Like it or not, this is the mode of thinking that has become the new norm, dividing the classicists from the experimentalists. Consider the recent Golden Globes by way of example.
The experimenters all looked sharp in their way - Clive Owen's black trousers, white dress shirt, standard black-tie and green velvet evening jacket struck the best chord between respectful and distinctive - but they also fuel the debate as to how diluted black-tie can become before it no longer reflects the term. Aside from whether they leave those who are dressed in something Astaire would have approved of feeling as though they look frumpy rather than impeccable, it encourages a kind of tuxedo arms race - who will push the rules hardest? The Oscars will undoubtedly show us the good, the bad and the positively misguided.
1956 heralded 'supersonic separates', the 1960s greeted the continental cross-over tie; by the 1970s, black-tie rebellion was in full swing.

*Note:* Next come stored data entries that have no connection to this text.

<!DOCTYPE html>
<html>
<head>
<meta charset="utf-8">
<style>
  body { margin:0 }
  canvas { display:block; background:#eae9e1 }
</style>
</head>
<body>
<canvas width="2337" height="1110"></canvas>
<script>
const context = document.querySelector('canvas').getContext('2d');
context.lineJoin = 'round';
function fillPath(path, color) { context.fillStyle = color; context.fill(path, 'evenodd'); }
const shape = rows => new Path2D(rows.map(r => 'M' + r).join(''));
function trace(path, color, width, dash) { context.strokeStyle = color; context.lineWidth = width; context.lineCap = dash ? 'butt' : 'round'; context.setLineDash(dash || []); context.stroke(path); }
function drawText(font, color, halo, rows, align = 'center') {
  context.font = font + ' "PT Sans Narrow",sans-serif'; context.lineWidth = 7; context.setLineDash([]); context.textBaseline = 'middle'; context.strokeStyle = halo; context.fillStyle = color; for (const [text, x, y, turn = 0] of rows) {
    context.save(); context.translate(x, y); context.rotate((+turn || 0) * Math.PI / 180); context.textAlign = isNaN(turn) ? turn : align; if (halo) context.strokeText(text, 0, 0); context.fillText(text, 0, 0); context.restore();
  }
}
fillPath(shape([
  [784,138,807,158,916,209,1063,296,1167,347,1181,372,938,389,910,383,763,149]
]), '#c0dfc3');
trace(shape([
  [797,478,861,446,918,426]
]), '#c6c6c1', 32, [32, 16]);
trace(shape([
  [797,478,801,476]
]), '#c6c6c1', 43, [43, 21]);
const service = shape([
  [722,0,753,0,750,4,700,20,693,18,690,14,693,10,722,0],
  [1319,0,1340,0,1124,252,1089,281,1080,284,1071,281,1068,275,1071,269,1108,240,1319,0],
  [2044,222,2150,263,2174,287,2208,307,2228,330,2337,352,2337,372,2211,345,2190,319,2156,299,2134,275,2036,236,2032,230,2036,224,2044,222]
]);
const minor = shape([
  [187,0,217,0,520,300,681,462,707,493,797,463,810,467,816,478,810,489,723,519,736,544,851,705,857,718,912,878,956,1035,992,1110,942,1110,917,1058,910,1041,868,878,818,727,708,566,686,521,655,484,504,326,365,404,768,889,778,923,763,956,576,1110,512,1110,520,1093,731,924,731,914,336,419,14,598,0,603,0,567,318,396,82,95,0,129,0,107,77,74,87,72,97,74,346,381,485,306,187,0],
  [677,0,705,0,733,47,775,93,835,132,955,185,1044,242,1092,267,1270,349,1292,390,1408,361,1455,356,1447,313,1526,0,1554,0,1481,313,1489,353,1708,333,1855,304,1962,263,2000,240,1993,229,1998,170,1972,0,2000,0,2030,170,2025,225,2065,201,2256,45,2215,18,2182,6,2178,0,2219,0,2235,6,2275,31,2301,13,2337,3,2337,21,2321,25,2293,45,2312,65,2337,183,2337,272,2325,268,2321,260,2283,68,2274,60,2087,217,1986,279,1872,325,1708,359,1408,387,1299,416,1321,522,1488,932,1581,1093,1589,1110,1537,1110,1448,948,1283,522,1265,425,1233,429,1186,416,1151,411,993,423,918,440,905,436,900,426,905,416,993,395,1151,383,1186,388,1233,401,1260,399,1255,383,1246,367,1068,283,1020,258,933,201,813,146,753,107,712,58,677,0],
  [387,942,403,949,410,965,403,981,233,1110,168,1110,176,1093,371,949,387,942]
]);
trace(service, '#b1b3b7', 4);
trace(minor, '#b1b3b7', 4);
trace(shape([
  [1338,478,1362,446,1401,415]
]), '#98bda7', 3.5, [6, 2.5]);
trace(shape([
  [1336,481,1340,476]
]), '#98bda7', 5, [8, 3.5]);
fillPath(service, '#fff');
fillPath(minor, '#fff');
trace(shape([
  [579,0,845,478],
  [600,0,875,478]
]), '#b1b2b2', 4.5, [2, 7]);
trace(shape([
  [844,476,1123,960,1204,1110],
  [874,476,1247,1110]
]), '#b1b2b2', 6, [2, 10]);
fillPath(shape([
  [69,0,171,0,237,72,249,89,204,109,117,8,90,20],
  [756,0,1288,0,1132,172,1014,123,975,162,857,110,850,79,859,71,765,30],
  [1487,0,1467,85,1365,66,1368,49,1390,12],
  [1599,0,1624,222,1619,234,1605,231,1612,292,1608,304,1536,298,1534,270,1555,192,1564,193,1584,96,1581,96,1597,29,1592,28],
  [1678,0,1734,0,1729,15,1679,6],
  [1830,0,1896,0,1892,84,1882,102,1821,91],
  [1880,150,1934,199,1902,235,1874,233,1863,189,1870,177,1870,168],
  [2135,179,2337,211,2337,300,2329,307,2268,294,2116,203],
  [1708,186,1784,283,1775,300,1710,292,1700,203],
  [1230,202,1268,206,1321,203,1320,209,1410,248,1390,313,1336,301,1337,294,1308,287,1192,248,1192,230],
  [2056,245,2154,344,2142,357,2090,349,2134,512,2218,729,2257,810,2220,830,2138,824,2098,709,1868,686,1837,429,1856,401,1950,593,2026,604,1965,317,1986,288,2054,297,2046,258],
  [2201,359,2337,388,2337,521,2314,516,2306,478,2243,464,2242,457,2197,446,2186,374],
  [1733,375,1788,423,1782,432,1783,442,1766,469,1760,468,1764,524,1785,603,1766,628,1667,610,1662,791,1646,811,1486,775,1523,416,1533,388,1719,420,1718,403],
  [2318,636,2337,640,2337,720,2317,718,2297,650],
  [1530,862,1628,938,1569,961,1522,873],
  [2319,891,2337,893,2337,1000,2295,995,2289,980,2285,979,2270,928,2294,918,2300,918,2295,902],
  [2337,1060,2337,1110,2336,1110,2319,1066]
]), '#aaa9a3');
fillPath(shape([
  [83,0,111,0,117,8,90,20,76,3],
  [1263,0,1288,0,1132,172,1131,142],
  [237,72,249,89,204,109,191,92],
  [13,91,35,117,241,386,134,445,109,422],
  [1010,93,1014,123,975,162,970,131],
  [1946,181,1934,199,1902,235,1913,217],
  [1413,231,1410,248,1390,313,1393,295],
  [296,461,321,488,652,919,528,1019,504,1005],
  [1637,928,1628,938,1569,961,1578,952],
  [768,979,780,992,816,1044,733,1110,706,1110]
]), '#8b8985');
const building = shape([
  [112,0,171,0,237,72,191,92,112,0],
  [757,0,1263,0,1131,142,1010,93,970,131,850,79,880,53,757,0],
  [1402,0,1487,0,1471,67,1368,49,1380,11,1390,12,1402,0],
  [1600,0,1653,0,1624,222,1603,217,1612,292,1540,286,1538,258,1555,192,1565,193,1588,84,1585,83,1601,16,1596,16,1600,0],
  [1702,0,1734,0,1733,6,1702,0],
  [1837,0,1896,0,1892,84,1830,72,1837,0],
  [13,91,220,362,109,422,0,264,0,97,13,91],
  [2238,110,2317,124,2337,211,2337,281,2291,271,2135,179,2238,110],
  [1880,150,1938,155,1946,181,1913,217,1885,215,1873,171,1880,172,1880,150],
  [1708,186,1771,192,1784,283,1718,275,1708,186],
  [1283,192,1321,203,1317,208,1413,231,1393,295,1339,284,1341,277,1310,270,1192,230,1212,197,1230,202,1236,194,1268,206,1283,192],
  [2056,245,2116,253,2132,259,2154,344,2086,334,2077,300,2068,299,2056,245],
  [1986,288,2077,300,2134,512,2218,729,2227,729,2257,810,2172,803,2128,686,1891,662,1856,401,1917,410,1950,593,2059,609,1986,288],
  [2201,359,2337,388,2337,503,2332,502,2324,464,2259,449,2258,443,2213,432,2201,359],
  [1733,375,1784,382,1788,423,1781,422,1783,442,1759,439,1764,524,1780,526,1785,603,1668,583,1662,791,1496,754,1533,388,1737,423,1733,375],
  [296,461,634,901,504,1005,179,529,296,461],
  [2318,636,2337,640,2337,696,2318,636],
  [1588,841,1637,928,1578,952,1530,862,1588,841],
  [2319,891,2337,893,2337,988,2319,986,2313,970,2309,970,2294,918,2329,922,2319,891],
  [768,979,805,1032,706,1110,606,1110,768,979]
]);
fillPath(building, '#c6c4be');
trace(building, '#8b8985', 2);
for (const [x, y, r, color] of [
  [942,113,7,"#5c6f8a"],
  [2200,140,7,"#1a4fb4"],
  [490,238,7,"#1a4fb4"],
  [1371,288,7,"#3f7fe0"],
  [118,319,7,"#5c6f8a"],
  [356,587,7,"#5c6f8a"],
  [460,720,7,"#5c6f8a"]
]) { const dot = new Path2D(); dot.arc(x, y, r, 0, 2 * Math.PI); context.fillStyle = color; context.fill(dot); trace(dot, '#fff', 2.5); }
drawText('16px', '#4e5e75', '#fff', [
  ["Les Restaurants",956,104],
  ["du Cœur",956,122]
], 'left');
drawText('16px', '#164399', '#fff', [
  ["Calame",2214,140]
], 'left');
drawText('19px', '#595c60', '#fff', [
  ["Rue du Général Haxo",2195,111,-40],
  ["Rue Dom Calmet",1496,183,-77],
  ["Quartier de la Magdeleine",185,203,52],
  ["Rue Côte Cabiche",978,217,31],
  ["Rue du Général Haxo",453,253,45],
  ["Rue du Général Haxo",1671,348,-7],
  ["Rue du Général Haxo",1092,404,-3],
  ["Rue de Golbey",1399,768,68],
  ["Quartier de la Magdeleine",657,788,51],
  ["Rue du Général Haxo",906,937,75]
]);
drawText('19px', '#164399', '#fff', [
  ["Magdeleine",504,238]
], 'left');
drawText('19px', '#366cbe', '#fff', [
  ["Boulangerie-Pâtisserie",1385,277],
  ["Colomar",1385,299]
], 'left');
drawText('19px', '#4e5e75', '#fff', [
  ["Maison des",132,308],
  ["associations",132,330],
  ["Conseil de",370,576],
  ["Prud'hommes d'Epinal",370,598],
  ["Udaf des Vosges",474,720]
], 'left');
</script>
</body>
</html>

Indeed, if such rules are there only to be broken, it might look as though the red carpet is heralding the end of black-tie altogether. But the fact is, while we imagine traditional dinner dress to be fixed à la Cary Grant, it too has always evolved: 1956 heralded what Esquire dubbed 'supersonic separates', matching black trousers with space-age metallic jackets in neon and ice-cream shades; the 1960s saw the advent of the continental cross-over tie, a silk strip overlapping and buttoning where the knot used to be; and by the 1970s, black-tie rebellion was in full swing.
Back then, a better-seller called Dress Right advised that, as long as a guest wears 'something formal,' black-tie actually means the 'style or colour is beside the point.' Enter Edwardian jackets, flouncy cuffs, even crushed velvet. As they say, there's nothing new in fashion - not even on the red carpet.